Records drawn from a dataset
>>
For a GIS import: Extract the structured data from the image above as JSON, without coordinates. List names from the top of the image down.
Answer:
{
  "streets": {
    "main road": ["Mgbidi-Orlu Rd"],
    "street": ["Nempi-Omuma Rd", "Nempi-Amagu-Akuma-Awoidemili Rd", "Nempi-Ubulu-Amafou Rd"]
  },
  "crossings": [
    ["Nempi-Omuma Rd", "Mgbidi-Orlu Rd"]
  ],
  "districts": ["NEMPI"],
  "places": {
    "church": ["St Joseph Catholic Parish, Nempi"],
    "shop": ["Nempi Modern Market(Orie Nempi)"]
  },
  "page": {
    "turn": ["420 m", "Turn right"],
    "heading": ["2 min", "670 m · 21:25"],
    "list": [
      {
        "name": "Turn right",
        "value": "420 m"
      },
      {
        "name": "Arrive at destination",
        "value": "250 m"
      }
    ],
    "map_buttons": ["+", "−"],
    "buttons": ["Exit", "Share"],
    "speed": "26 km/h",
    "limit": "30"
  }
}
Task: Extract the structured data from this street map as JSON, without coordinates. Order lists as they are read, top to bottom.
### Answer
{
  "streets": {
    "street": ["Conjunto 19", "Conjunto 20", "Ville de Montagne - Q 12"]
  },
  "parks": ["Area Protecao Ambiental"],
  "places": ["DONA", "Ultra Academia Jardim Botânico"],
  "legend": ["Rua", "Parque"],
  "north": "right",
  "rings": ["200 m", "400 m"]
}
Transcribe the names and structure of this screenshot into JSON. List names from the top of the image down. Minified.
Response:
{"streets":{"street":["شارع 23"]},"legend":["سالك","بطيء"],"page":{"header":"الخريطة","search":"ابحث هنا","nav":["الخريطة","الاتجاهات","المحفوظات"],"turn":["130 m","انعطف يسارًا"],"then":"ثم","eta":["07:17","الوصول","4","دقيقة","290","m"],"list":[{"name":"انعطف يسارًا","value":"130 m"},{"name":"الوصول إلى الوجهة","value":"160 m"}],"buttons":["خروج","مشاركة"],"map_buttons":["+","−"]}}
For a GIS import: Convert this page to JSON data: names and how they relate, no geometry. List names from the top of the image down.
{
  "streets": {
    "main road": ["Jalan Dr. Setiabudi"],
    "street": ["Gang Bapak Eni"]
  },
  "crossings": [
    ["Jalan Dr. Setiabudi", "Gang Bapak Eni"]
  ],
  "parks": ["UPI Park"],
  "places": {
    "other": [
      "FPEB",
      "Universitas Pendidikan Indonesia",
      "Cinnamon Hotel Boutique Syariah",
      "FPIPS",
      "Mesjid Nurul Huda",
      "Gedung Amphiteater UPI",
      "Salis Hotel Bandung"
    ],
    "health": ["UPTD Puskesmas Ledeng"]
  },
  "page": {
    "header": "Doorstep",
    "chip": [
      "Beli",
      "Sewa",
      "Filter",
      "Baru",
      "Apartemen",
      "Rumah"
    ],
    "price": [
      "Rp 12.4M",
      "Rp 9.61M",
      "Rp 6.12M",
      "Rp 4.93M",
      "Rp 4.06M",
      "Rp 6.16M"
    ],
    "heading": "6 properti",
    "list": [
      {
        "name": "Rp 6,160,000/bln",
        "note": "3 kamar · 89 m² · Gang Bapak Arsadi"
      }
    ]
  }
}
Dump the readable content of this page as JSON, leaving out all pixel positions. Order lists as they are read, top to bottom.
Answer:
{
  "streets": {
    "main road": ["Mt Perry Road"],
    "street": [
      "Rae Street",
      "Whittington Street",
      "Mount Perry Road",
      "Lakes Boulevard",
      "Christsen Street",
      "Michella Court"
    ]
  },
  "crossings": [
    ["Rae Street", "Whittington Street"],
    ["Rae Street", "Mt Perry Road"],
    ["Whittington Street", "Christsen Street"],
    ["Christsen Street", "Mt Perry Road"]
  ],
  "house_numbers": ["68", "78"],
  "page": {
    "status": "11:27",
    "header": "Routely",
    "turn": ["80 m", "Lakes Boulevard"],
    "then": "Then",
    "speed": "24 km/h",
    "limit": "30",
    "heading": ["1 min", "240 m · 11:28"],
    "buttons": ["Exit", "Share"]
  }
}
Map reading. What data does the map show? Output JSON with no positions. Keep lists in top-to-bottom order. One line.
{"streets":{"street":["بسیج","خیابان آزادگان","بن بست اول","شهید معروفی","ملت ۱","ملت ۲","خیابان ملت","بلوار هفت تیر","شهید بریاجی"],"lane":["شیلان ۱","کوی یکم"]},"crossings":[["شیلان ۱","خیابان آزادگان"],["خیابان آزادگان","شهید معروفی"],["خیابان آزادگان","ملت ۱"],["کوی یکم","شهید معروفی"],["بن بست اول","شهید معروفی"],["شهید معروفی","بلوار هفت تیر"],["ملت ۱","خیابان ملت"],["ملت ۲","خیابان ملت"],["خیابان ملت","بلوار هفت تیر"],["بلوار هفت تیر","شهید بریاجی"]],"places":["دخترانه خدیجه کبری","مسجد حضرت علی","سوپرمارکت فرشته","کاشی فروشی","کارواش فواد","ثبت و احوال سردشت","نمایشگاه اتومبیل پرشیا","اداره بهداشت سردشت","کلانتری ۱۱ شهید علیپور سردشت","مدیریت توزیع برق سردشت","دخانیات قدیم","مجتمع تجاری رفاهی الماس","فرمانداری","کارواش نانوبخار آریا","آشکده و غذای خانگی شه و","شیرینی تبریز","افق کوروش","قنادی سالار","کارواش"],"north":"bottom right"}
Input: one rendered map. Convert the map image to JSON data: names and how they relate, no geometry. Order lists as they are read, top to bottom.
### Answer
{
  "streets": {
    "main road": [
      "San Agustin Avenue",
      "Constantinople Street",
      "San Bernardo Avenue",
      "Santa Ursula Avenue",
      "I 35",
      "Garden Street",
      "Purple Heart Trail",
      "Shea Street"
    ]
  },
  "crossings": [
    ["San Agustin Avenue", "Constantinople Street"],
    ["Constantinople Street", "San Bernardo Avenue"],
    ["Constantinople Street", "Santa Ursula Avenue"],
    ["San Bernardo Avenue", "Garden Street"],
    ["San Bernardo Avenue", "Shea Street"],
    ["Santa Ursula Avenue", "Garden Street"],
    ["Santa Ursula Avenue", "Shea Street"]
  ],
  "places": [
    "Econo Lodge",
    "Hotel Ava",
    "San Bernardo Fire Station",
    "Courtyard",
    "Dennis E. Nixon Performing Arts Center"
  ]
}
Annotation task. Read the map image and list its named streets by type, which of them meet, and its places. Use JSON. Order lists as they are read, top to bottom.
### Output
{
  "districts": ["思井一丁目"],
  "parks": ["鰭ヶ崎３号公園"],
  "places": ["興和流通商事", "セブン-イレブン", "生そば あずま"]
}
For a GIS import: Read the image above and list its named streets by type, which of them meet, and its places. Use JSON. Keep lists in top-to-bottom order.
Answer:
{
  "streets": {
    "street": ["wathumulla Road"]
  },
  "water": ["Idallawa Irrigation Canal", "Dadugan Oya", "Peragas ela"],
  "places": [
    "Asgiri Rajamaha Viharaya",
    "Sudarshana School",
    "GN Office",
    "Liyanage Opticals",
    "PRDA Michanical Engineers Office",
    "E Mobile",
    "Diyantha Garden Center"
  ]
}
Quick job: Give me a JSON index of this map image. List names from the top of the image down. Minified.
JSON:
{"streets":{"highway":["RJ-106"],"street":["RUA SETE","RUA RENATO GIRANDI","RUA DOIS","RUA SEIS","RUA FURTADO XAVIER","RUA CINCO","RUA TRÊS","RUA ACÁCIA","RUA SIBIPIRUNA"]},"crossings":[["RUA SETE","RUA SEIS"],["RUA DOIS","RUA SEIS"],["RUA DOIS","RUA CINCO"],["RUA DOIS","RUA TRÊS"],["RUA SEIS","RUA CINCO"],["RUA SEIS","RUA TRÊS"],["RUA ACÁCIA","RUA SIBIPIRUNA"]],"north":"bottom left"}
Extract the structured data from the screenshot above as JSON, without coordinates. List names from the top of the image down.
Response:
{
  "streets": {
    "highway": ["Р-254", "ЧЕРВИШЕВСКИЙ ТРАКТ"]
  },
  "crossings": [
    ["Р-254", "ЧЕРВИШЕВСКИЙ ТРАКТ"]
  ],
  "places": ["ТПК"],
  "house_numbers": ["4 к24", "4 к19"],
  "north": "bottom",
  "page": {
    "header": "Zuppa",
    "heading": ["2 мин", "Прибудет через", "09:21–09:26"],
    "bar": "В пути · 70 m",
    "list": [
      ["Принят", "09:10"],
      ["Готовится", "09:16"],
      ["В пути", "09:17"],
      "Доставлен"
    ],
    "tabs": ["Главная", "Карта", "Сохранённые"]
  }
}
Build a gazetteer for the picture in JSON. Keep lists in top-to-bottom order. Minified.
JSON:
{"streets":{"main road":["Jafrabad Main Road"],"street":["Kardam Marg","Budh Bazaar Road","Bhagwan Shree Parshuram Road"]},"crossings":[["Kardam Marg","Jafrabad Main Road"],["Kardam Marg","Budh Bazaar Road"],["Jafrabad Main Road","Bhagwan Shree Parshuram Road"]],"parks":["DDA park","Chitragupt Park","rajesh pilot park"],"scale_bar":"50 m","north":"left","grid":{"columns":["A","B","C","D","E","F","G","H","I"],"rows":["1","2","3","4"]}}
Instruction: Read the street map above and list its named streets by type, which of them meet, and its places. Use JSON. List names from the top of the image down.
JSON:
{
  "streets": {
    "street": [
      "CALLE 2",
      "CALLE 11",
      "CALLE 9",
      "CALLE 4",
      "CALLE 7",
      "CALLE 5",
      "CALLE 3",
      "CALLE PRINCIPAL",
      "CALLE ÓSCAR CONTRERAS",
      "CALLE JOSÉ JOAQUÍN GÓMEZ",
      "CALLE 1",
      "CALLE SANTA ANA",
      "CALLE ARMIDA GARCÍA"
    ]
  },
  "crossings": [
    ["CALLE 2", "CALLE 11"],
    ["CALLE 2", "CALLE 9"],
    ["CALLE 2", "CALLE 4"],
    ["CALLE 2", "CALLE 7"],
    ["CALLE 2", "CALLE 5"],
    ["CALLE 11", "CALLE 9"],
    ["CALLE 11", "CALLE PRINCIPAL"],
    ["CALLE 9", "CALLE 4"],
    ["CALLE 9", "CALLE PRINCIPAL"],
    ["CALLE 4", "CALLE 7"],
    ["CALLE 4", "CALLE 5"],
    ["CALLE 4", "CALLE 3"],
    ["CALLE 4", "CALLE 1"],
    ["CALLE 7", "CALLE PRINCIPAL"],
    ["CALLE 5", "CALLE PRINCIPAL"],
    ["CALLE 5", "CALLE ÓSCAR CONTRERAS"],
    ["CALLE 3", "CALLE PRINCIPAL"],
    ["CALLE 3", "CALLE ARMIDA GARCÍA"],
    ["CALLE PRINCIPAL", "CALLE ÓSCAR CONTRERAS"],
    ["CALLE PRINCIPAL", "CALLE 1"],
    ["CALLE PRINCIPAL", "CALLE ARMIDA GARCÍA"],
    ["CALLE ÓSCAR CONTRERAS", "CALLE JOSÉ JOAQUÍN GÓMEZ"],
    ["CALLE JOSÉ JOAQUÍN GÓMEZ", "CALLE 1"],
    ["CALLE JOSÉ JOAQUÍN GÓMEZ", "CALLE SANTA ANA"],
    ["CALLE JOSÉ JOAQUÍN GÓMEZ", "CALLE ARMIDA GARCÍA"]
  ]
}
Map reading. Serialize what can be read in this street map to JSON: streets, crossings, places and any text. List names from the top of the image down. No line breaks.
<<
> _Problem statement_
Whenever a line above contains "type", copy that line.

> _Result of this exercise_
Annotation task. Read the map image and list its named streets by type, which of them meet, and its places. Use JSON. Order lists as they are read, top to bottom.
For a GIS import: Read the image above and list its named streets by type, which of them meet, and its places. Use JSON. Keep lists in top-to-bottom order.
Instruction: Read the street map above and list its named streets by type, which of them meet, and its places. Use JSON. List names from the top of the image down.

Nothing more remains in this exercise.